Vinaya Pitaka (1): The Analysis of Monks’ Rules (Bhikkhu-vibhanga)

by I. B. Horner | 2014 | 345,334 words | ISBN-13: 9781921842160

The English translation of the Bhikkhu-vibhanga: the first part of the Suttavibhanga, which itself is the first book of the Pali Vinaya Pitaka, one of the three major ‘baskets’ of Therevada canonical literature. It is a collection of rules for Buddhist monks. The English translation of the Vinaya-pitaka (first part, bhikkhu-vibhanga) contains many...

Monks’ Training (Sekhiya) 55

Bu-Sk.55.1.1 BD.3.139 Now at that time the enlightened one, the lord, was staying among the Bhaggā on Suṃsumāra Hill in the Bhesakaḷā Grove in the deer-park. Now at that time the monks in the Kokanada palace[1] accepted a drinking cup, their hands (soiled) with food. People … spread it about, saying: “How can these recluses, sons of the Sakyans, accept a drinking cup, their hands (soiled) with food, like householders who enjoy pleasures of the senses?” Monks heard these people who … spread it about. Those who were modest monks … spread it about, saying: “How can these monks accept a drinking cup, their hands (soiled) with food?” …

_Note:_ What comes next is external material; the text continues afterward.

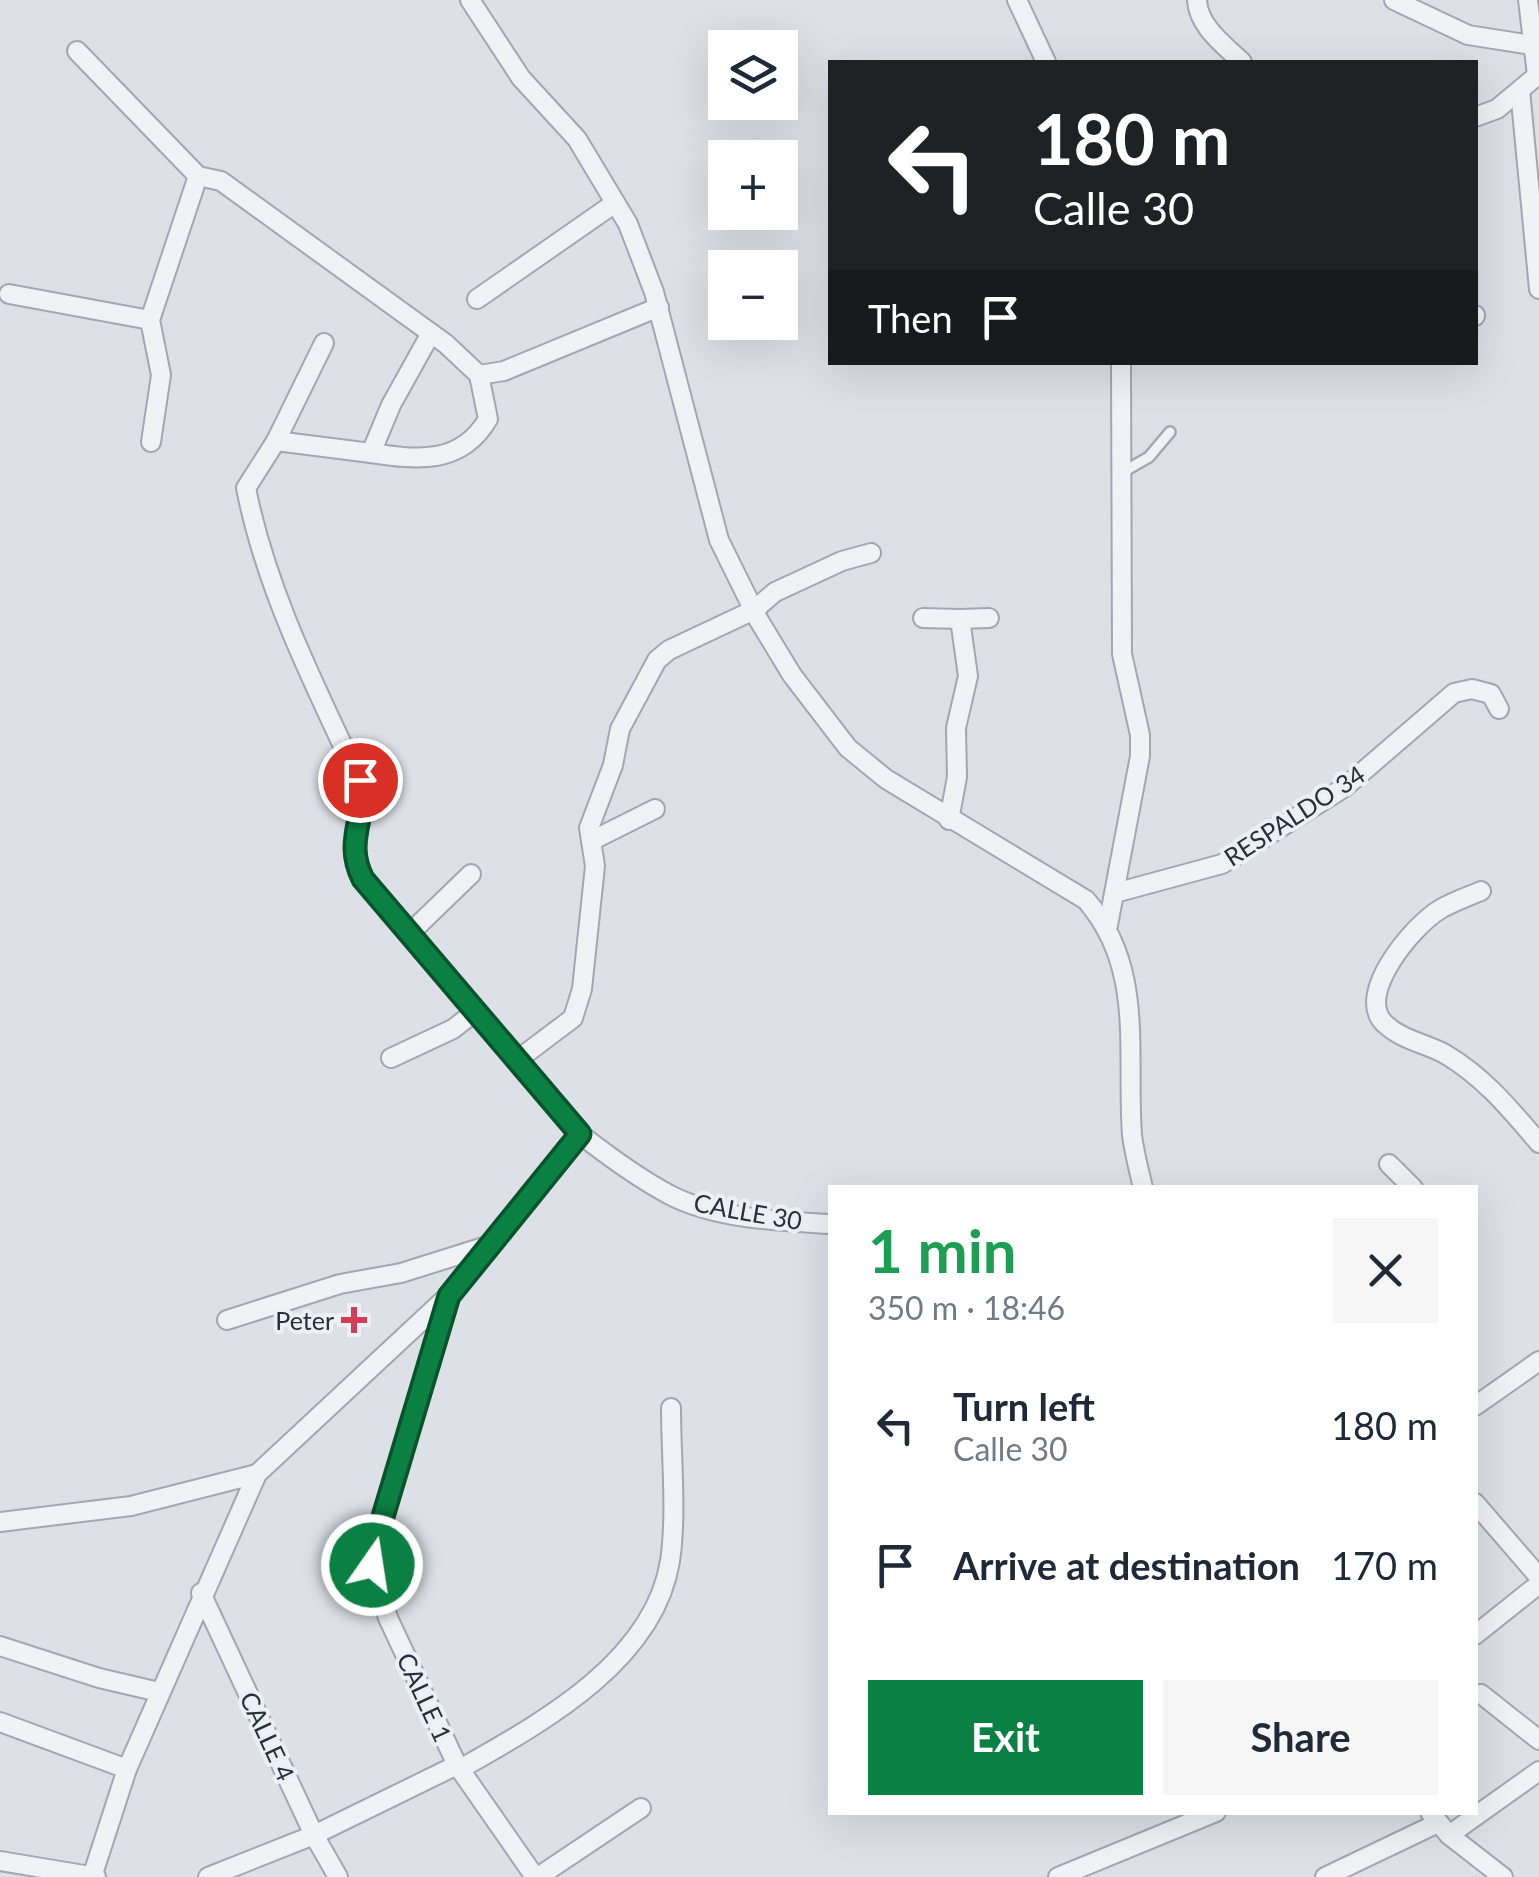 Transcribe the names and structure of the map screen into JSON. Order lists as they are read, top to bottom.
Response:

“Is it true, as is said, that you, monks, accepted a drinking cup, your hands (soiled) with food?”

“It is true, lord.”

The enlightened one, the lord, rebuked them, saying:

“How can you, foolish men, accept a drinking cup, your hands (soiled) with food? It is not, foolish men, for pleasing those who are not (yet) pleased … And thus, monks, this rule of training should be set forth:

‘I will not accept a drinking cup, my hands (soiled) with food,’ is a training to be observed.” Vin.4.199

One should not accept a drinking cup, the hands (soiled) with food. Whoever out of disrespect accepts a drinking cup, the hands (soiled) with food, there is an offence of wrong-doing.

There is no offence if it is unintentional, if he is not thinking, if he does not know, if he is ill, if he accepts it, thinking, ‘I will wash’ or ‘I will get (someone) to wash (my hand),’ if there are accidents, if he is mad, if he is the first wrong-doer.

Footnotes and references:

1.

See Vin.2.127, MN.ii.91. Vin-a.894 says that it was lotus-shaped, padumakasaṇṭhāna; MN-a.3.321 that it was made resembling a hanging lotus, paduma. Kokanada is the red lotus, AN.iii.239.